__REQUIREMENT__.
In this exercise, return the whole listing exactly, excluding any images.

__DATA FOR ANALYSIS__.
((

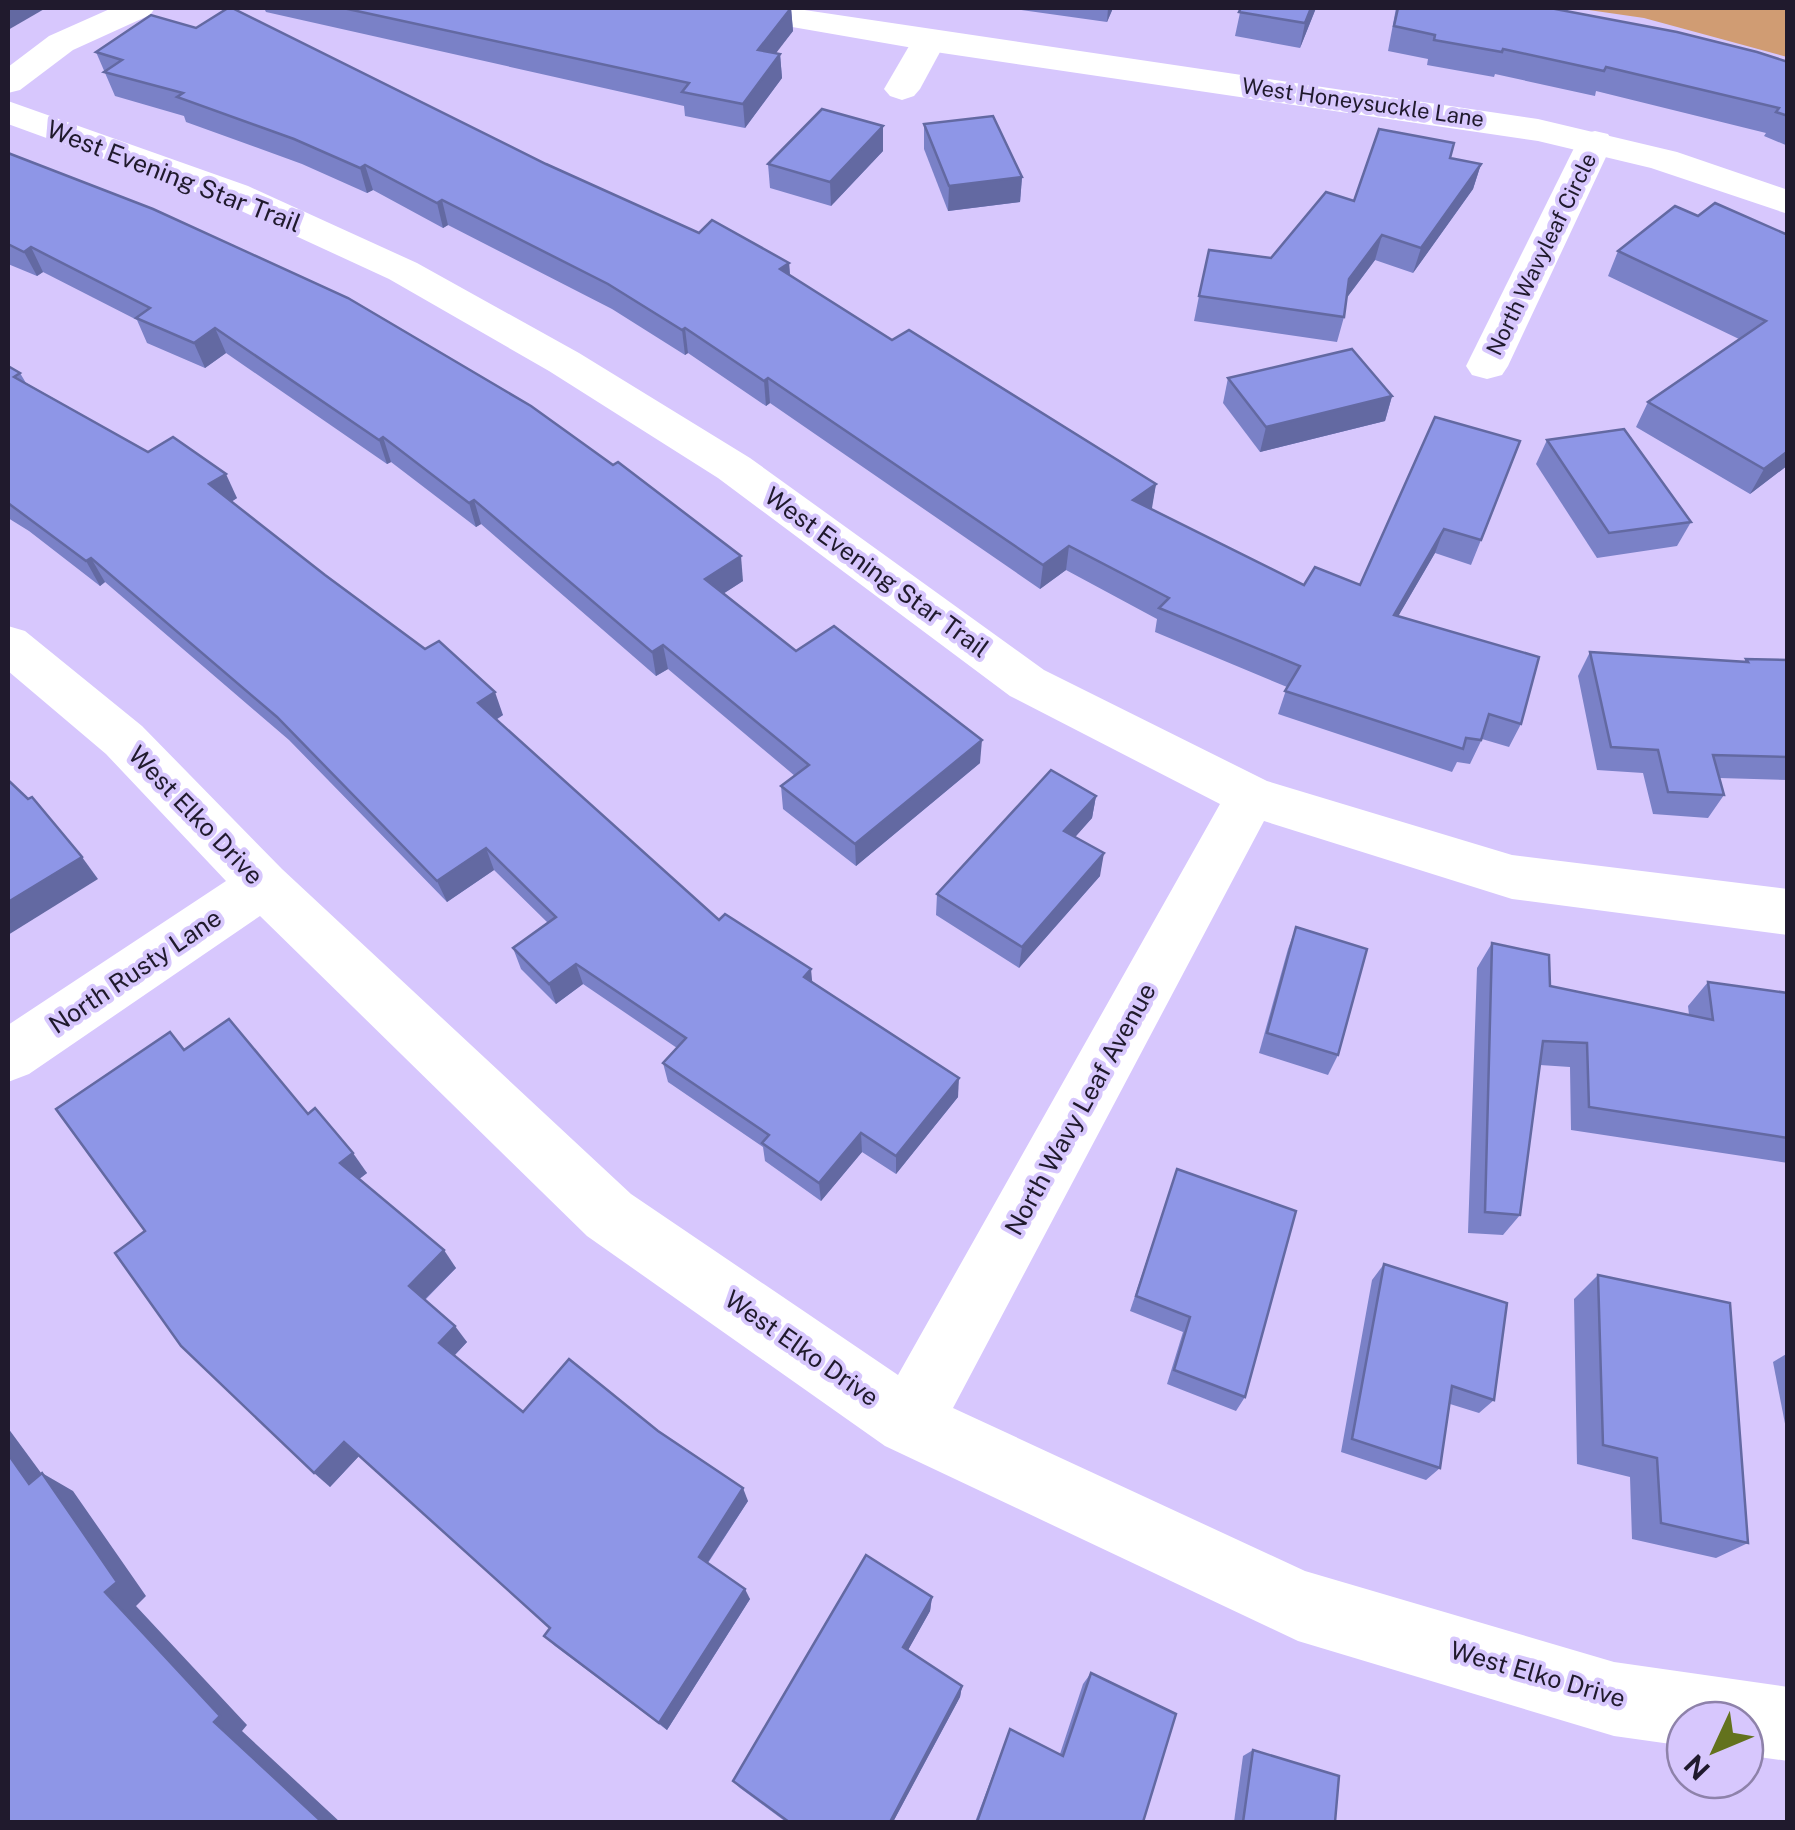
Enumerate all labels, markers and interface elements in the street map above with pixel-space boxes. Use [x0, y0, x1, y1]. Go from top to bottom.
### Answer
street label: West Honeysuckle Lane [1240, 72, 1486, 132]
street label: West Evening Star Trail [43, 114, 305, 238]
street label: North Wavyleaf Circle [1481, 149, 1601, 359]
street label: West Evening Star Trail [759, 480, 995, 664]
street label: West Elko Drive [122, 740, 270, 890]
street label: North Rusty Lane [43, 902, 227, 1040]
street label: North Wavy Leaf Avenue [998, 978, 1162, 1240]
street label: West Elko Drive [719, 1284, 885, 1412]
street label: West Elko Drive [1447, 1635, 1629, 1713]
north arrow [1665, 1700, 1765, 1800]
text: N [1677, 1748, 1716, 1787]

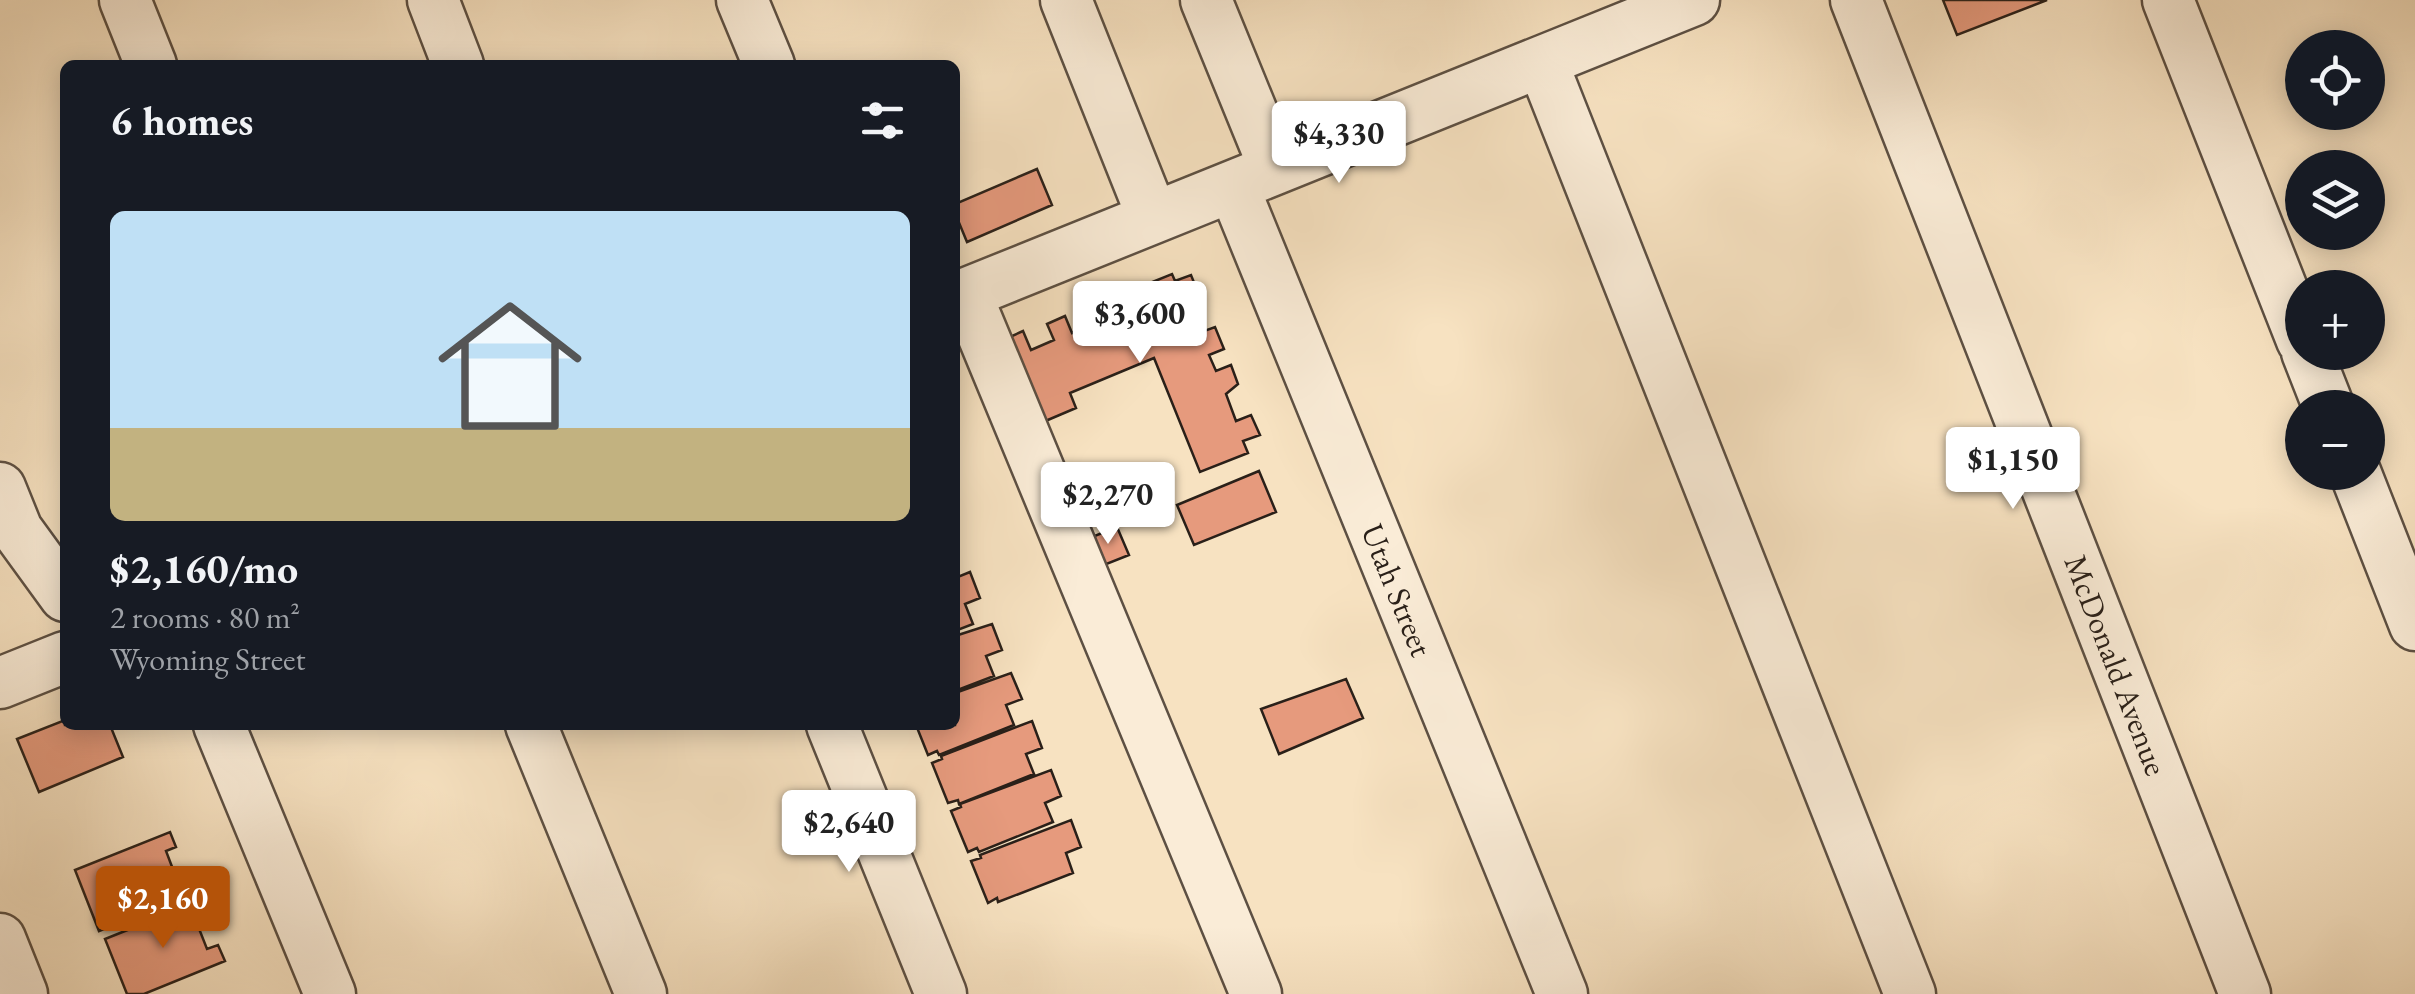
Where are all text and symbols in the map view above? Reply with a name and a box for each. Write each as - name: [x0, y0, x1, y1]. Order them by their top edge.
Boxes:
- map controls: [2285, 30, 2385, 490]
- button: locate: [2285, 30, 2385, 130]
- text: 6 homes: [110, 93, 253, 148]
- icon: filters: [855, 93, 910, 148]
- pin: $4,330: [1258, 101, 1420, 186]
- text: $4,330: [1294, 112, 1384, 154]
- button: layers: [2285, 150, 2385, 250]
- button: +: [2285, 270, 2385, 370]
- icon: home: [420, 276, 600, 456]
- pin: $3,600: [1059, 281, 1221, 366]
- text: $3,600: [1095, 292, 1185, 334]
- button: −: [2285, 390, 2385, 490]
- pin: $1,150: [1932, 427, 2094, 512]
- text: $1,150: [1968, 438, 2058, 480]
- pin: $2,270: [1027, 462, 1189, 547]
- text: $2,270: [1063, 473, 1153, 515]
- street label: Utah Street: [1351, 517, 1443, 663]
- text: $2,160/mo: [110, 541, 298, 596]
- street label: McDonald Avenue: [2055, 549, 2177, 781]
- text: 2 rooms · 80 m²: [110, 596, 300, 638]
- text: Wyoming Street: [110, 638, 305, 680]
- pin: $2,640: [768, 790, 930, 875]
- text: $2,640: [804, 801, 894, 843]
- pin: $2,160: [82, 866, 244, 951]
- text: $2,160: [118, 877, 208, 919]

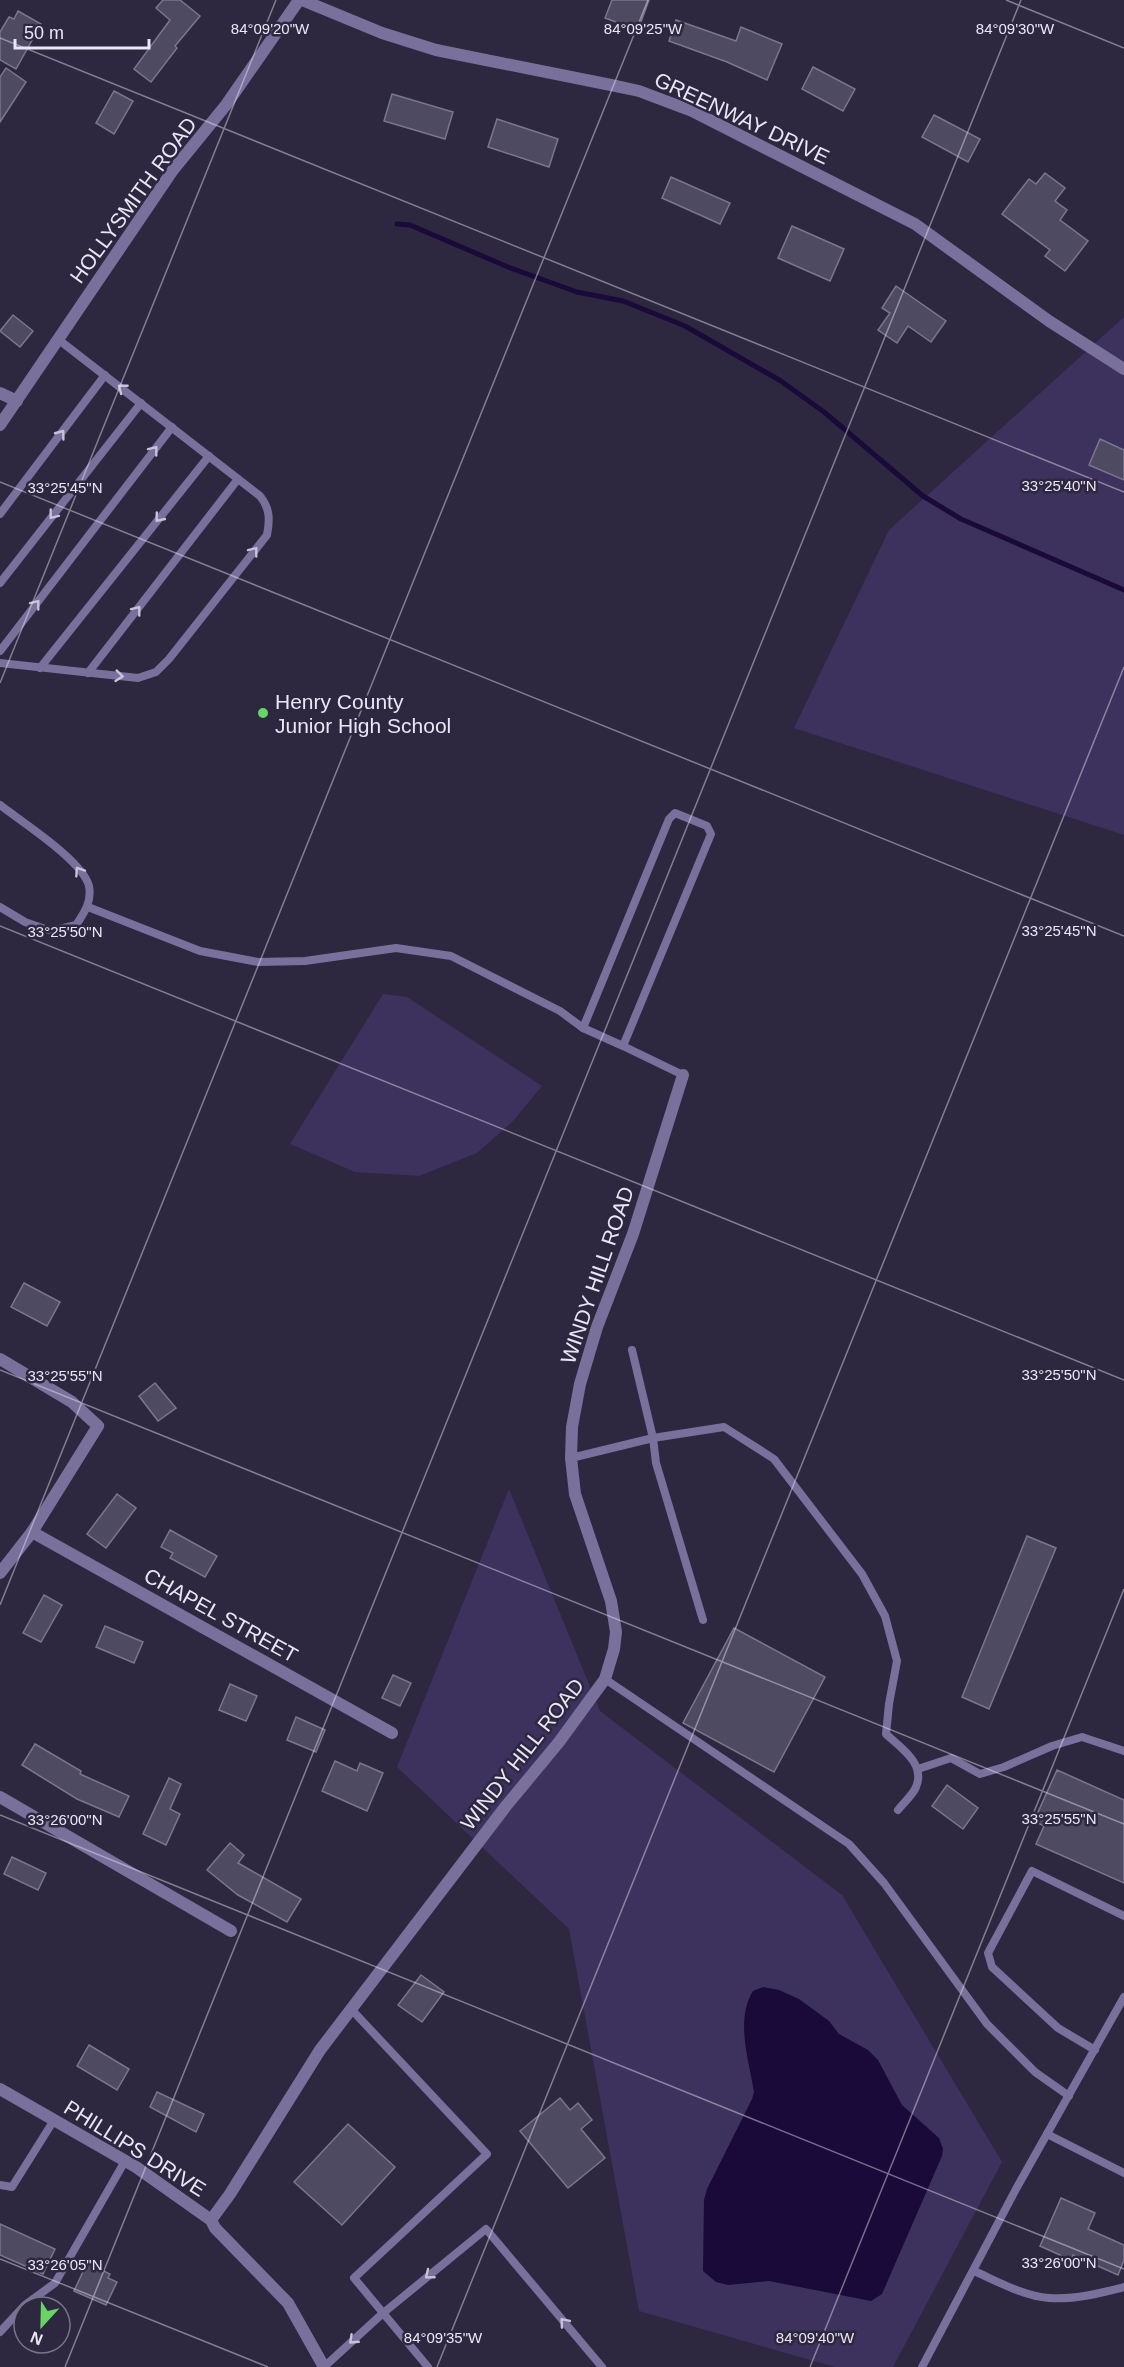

))

__ANSWER BELOW__.
Enumerate all labels, markers and interface elements in the street map above with pixel-space boxes. Use [x0, y0, x1, y1]. Go from top to bottom.
### Answer
street label: West Honeysuckle Lane [1240, 72, 1486, 132]
street label: West Evening Star Trail [43, 114, 305, 238]
street label: North Wavyleaf Circle [1481, 149, 1601, 359]
street label: West Evening Star Trail [759, 480, 995, 664]
street label: West Elko Drive [122, 740, 270, 890]
street label: North Rusty Lane [43, 902, 227, 1040]
street label: North Wavy Leaf Avenue [998, 978, 1162, 1240]
street label: West Elko Drive [719, 1284, 885, 1412]
street label: West Elko Drive [1447, 1635, 1629, 1713]
north arrow [1665, 1700, 1765, 1800]
text: N [1677, 1748, 1716, 1787]

Where are all text and symbols in the map view above? Reply with a name and a box for each. Write each as - name: [x0, y0, x1, y1]. Order them by their top edge.
Boxes:
- map controls: [2285, 30, 2385, 490]
- button: locate: [2285, 30, 2385, 130]
- text: 6 homes: [110, 93, 253, 148]
- icon: filters: [855, 93, 910, 148]
- pin: $4,330: [1258, 101, 1420, 186]
- text: $4,330: [1294, 112, 1384, 154]
- button: layers: [2285, 150, 2385, 250]
- button: +: [2285, 270, 2385, 370]
- icon: home: [420, 276, 600, 456]
- pin: $3,600: [1059, 281, 1221, 366]
- text: $3,600: [1095, 292, 1185, 334]
- button: −: [2285, 390, 2385, 490]
- pin: $1,150: [1932, 427, 2094, 512]
- text: $1,150: [1968, 438, 2058, 480]
- pin: $2,270: [1027, 462, 1189, 547]
- text: $2,270: [1063, 473, 1153, 515]
- street label: Utah Street: [1351, 517, 1443, 663]
- text: $2,160/mo: [110, 541, 298, 596]
- street label: McDonald Avenue: [2055, 549, 2177, 781]
- text: 2 rooms · 80 m²: [110, 596, 300, 638]
- text: Wyoming Street: [110, 638, 305, 680]
- pin: $2,640: [768, 790, 930, 875]
- text: $2,640: [804, 801, 894, 843]
- pin: $2,160: [82, 866, 244, 951]
- text: $2,160: [118, 877, 208, 919]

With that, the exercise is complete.